O pioneiro José Francisco Siqueira, conhecido como Zé Peão, se recorda da morte de dois japoneses e um mineiro. “Um peão veio lá da região de Santa Cruz do Monte Castelo buscar o pagamento em Paranavaí. Quando chegou aqui os japoneses falaram que não iriam pagar”, contou. Durante a discussão, o rapaz sacou a arma e atirou nos dois devedores. O motorista dos japoneses ainda tentou intervir, mas foi baleado e morreu. “Outra morte que chamou muita atenção foi de um tal de Canário, assassinado lá em Jurema [atual Amaporã]. Quem mandou matar foi um fazendeiro de Jacarezinho [no Norte Pioneiro Paranaense]”, frisou Zé Peão em antigo depoimento à prefeitura.
Em entrevista ao jornalista Saul Bogoni há algumas décadas, o pioneiro catarinense Carlos Faber citou como inesquecível a morte de dois brasileiros e um japonês em uma das ruas mais movimentadas de Paranavaí no início de 1946. “O japonês tinha uma fazenda e o rolo era por causa de terras. O que matou foi preso depois de alguns meses”, enfatizou.

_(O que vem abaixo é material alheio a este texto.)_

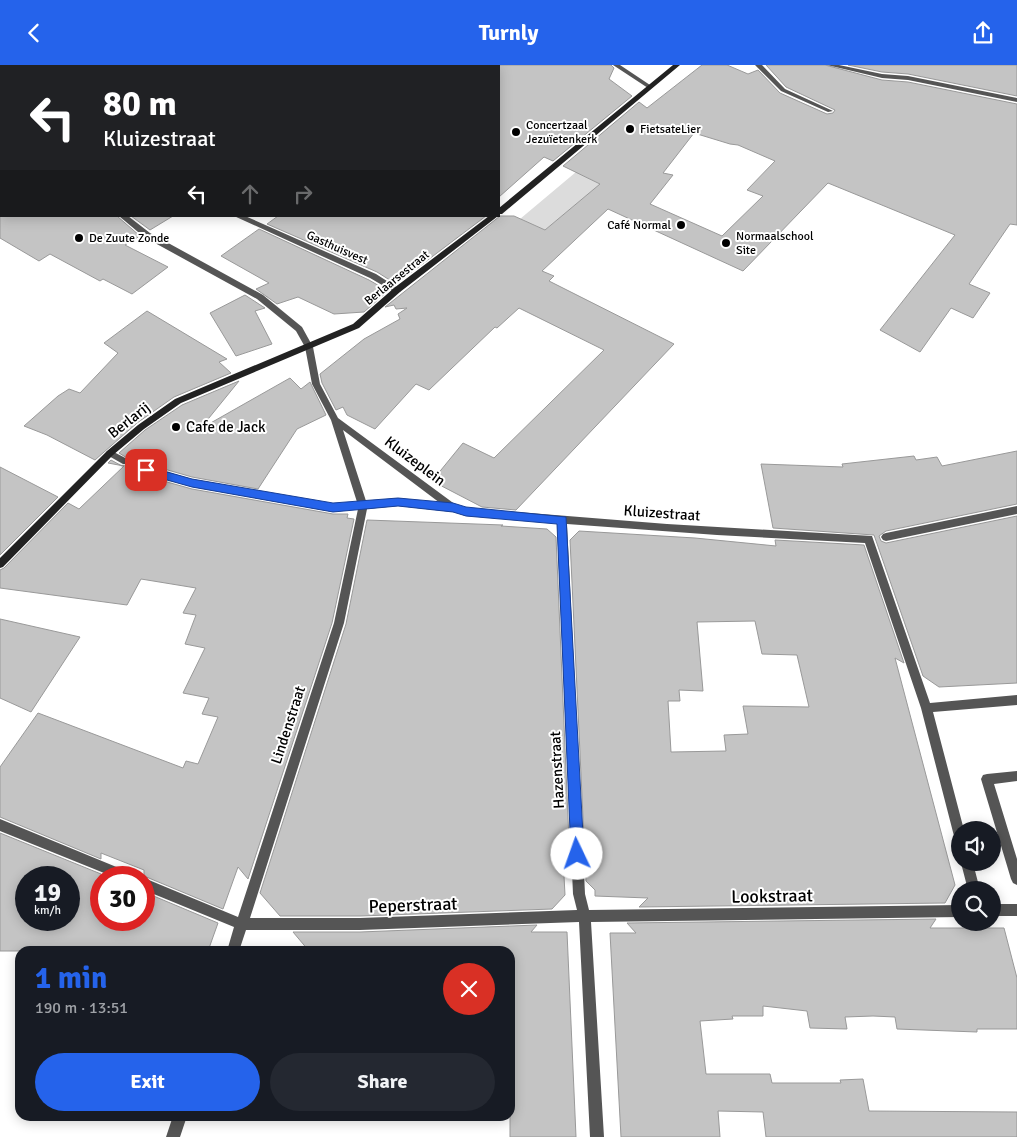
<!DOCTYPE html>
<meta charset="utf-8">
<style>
:root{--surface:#171b24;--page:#242831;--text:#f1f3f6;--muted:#9ea1a6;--accent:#2563eb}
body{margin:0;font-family:Signika,sans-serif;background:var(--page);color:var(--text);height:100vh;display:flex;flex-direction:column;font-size:19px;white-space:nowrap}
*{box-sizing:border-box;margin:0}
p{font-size:16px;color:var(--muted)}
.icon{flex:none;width:28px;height:28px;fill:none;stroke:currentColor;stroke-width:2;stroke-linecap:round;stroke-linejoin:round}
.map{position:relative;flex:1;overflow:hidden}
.sheet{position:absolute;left:15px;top:881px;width:500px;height:175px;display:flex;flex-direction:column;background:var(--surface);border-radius:15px;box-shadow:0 2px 12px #0003}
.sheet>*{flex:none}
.guide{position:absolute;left:0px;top:0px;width:500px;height:152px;box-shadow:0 2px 12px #0003;background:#202124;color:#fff;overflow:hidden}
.fabs{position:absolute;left:951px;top:756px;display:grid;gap:10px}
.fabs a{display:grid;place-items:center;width:50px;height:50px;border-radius:50%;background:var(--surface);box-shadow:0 2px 12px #0003;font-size:25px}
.speed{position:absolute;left:15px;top:801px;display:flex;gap:10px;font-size:25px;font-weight:700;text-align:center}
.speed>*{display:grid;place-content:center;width:65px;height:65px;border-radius:50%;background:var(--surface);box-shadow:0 2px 12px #0003;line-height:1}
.speed small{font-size:12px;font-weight:400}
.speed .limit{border:8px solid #d22;background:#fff;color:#111}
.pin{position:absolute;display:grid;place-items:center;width:42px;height:42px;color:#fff;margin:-21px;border-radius:10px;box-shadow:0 2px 8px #0006}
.me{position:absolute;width:55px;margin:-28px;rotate:357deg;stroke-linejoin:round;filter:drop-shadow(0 0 4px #0008)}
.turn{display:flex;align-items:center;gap:18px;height:105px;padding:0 20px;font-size:22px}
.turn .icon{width:65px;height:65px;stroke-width:2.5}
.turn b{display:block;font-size:35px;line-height:42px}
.lanes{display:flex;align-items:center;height:48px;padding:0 20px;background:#0003;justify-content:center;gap:25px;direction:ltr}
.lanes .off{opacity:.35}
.round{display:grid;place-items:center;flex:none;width:52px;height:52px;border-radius:26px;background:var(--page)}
.summary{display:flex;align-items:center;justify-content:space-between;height:85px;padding:0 20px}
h1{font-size:30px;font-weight:700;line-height:38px;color:var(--accent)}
.primary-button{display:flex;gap:10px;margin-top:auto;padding:10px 20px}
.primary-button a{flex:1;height:58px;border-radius:30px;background:var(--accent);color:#fff;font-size:20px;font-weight:700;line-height:58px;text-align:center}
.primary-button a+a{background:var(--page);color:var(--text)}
header{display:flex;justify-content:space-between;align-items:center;height:65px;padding:0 20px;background:var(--accent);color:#fff;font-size:22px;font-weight:700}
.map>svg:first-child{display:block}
.green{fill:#dcdcdc}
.building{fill:#c4c4c4;stroke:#999;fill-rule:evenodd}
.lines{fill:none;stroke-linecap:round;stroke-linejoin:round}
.street-tunnel{stroke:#d9d9d9;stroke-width:9;stroke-dasharray:9 4.5;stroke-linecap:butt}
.street{fill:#555;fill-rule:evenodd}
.secondary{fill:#222;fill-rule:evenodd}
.route{fill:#2563eb;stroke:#184099}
.poi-dot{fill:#000;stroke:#fff;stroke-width:2}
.labels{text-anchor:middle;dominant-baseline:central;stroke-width:4;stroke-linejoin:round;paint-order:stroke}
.far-poi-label{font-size:12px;fill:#000;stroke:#fff;text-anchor:start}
.far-street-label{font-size:12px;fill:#000;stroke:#fff}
.street-label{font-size:15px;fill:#000;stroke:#fff}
.poi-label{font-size:15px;fill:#000;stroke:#fff;text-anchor:start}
.near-street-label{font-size:18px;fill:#000;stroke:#fff}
</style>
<header><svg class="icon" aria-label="back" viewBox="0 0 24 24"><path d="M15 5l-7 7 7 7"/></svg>Turnly<svg class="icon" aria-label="share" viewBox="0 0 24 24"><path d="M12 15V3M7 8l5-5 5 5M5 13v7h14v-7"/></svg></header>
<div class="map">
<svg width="1017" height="1072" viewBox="0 0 1017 1072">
<rect width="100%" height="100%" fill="#fff"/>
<path class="green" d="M0,0H110L1,1L0,108Z
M235,0H457L235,1Z
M576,107L600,119L545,165L520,154Z"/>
<path class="building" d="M499,0H611L614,3L609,14L632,31L553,96L544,92L499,132Z
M702,0H727L748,9L758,5L780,28L827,49L833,48L835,45L786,22L766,0H825L882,15L908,17L1017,39V160L1010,159L969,219L990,228L973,253L951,243L920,287L880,265L955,170L828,118L743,206L608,144L542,206L554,211L549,216L674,279L516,445L482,442L432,416L463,378L494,393L604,285L519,243L497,263L495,262L429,325L416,319L375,364L347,350L343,342L336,345L322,318L320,309L364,274L400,254L398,249L407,243L396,244L394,240L385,242L500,151H514L545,165L600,119L563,101L639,37L647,43ZM694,68L730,79L738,80L775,96L747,125L763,131L722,171L650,139L673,110L663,108Z
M848,0H1017V31L908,9L882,7Z
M0,151H117L140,171L125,180L168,202L132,229L103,214L100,216L50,189L39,196L0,173Z
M131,151H173L150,165Z
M278,151H486L396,219L377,207L267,159Z
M259,164L369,215L388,226L364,247L334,249L298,232L277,239L256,224L269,218L221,191Z
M245,230L265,243L255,246L272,279L236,291L210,248Z
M147,246L227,294L219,297L231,308L174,332L137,358L95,395L47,370L24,361L58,331L69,324L80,328L118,288L104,278Z
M290,313L301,324L310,317L326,350L297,364L258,424L192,412L147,399L139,404L142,410L192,424L333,449H348L347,453L354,454L332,558L248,814L238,802L223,844L144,811V805L101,788V794L0,752V702L38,648L183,703L186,696L198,699L218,652L202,649L209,633L183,628L205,583L185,579L196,550L183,548L196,523L141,514L127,540L0,523V505L4,503L68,438L79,444L124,401L108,398L111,395L122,401L130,400L132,396L119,388L145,365L182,340L239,316L200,364Z
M1017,386V439L886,466L879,471L881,476L886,478L1017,451V618L939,622L923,611L874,470L773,463L761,399L843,402L842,399L914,391L916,395L937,392L942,401Z
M0,402L58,432L0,490Z
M367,455L503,460L501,461L547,464L556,472L570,799L563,792L565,830L552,844L360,851H280L260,828L346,559Z
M579,466L695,473L776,481L775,475L864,480L904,598L895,593L955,820L945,838L639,842L648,833L595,831V825L586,816L570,475ZM755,556L762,589L797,590L809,642L743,641L748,669L724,670L726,686L671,687L668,636H680L679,625L703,626L697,557Z
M0,554L80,572L31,647L0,633Z
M0,768L101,809V855H144V827L218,858L208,886H0ZM26,812H69V855H26Z
M936,854L930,863H1004L1017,913V964H977V967L897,964L895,952L873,951L845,952L847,964L810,963L807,946L763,941V951H732L733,954L700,956L706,1009H770L772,1018H841L840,1015L863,1014L869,1046L1017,1047V1072H766L763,1047L718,1046L720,1072H621L610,868H636L627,858Z
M537,860L531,867H567L576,1072H510V886H309L293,867H360Z"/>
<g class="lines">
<path class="street-tunnel" d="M126,397L146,405"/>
<path class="street" d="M224,0H230V1H224Z
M613,0H620L653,22L648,23Z
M755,0H762L785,24L833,46L828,47L781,26Z
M827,0H839L882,9L908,11L1017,33V37L908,15L882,13Z
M0,114H1V118H0Z
M119,151H128L150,168L263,230L302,262L313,282L320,319L338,353L456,440L466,443L667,459L872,471L930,638L1017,630V640L933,647L964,765H960V777L956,775L954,771L921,643L865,478L717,470L567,459L585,829L589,845L960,840V852L591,857L604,1072H590L579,857L360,865H246L239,886H227L234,862L144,825V813L238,852L334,558L358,444L333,447L192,422L143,408L141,405L143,402L146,401L192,414L333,439L357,437L331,355L312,319L305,282L296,266L257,234L144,172ZM343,365L440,438L398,433L366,436ZM398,441L453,447L466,451L557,458L573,829L577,845L360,853H250L344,558L367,444Z
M234,151H245L376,209L401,225L400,227H394L370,213Z
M110,385L129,395L131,397L129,399H123L107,390L106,388L107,386Z
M1017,441V449L886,476L883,475L881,472L883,469L886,468Z
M1017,706V716L994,719L1017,794V820L1013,818L1011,814L981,714L983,710L987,709Z
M0,754L131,808L133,812H114L0,766Z
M961,798H973L980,825H968Z
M992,839H1017V851H992Z
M173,1051H187L180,1072H166Z"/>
<path class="secondary" d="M673,0H680L502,149H499V143Z
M489,151H498L400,227L359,263L181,338L144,364L113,390L3,502L0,503V493L107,386L138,360L175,334L353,259L394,223Z"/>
</g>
<path class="route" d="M146,401L192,414L333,438L398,433L453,438L466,442L566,452L584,789L582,794L577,796L573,794L571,789L557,459L466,451L453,447L398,441L333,447L192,422L142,408L141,405Z"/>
<g class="poi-dot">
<circle cx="630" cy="64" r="5"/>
<circle cx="516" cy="67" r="5"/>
<circle cx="681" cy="160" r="5"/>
<circle cx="79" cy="173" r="5"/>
<circle cx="726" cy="178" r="5"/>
<circle cx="176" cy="362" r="5"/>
</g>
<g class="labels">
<g class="far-poi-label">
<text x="526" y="60">Concertzaal<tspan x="526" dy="14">Jezuïetenkerk</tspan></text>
<text x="640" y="64">FietsateLier</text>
<text x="671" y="160" text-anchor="end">Café Normal</text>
<text x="736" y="171">Normaalschool<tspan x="736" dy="14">Site</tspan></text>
<text x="89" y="173">De Zuute Zonde</text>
</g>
<g class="far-street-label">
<text transform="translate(337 183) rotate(24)">Gasthuisvest</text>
<text transform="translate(397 213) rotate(-39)">Berlaarsestraat</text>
</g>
<g class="street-label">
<text transform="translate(129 355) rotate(-38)">Berlarij</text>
<text transform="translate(415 396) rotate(37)">Kluizeplein</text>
<text transform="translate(662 448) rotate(4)">Kluizestraat</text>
<text transform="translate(288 660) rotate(-72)">Lindenstraat</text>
<text transform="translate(557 705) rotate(-93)">Hazenstraat</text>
</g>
<g class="poi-label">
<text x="186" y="362">Cafe de Jack</text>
</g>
<g class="near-street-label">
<text transform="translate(772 831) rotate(-1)">Lookstraat</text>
<text transform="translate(413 840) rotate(-2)">Peperstraat</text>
</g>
</g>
</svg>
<div class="fabs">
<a><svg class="icon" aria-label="sound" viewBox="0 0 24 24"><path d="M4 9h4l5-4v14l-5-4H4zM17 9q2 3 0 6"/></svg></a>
<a><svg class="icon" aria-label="search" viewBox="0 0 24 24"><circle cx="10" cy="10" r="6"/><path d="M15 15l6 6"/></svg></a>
</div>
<div class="speed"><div>19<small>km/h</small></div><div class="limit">30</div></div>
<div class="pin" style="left:146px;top:405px;background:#d93025"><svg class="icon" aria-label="arrive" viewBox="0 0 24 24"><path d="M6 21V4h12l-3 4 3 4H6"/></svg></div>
<svg class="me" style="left:577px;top:789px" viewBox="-20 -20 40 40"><circle r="19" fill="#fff"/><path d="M0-13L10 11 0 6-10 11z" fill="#2563eb"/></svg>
<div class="guide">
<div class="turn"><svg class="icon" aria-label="left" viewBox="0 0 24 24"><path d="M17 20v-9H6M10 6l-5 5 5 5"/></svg><div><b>80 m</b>Kluizestraat</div></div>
<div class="lanes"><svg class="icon" aria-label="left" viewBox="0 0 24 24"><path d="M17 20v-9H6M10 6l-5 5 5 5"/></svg><svg class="icon off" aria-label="ahead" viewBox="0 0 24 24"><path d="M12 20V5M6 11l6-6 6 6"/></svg><svg class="icon off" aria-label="right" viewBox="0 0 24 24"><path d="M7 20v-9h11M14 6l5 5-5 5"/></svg></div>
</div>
<section class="sheet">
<div class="summary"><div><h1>1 min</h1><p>190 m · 13:51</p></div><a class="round" style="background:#d93025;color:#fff"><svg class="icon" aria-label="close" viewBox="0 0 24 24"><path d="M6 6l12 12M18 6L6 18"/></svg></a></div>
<div class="primary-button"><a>Exit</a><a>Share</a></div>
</section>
</div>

Pessoas que os pioneiros apontaram como jagunços da Colônia Paranavaí
João Pires, Frutuoso Joaquim de Sales, Gustavo Brigão, Pedro Krüger, Laurentino, Narciso Barbudo, Napoleão, Chico Catingueiro, Pracídio, Macaúba, Canjerana, Maneco Borges, Nocera e Guri.
Curiosidades
Durante a colonização de Paranavaí, poucos eram os fazendeiros que se envolviam diretamente nos conflitos de terras. O costume era contratar jagunços ou “quebra milho” para tratarem da situação. Para isso, eram muito bem remunerados.
Era comum a fuga para o Mato Grosso quando a situação ficava muito complicada para os envolvidos em atividades criminosas em Paranavaí.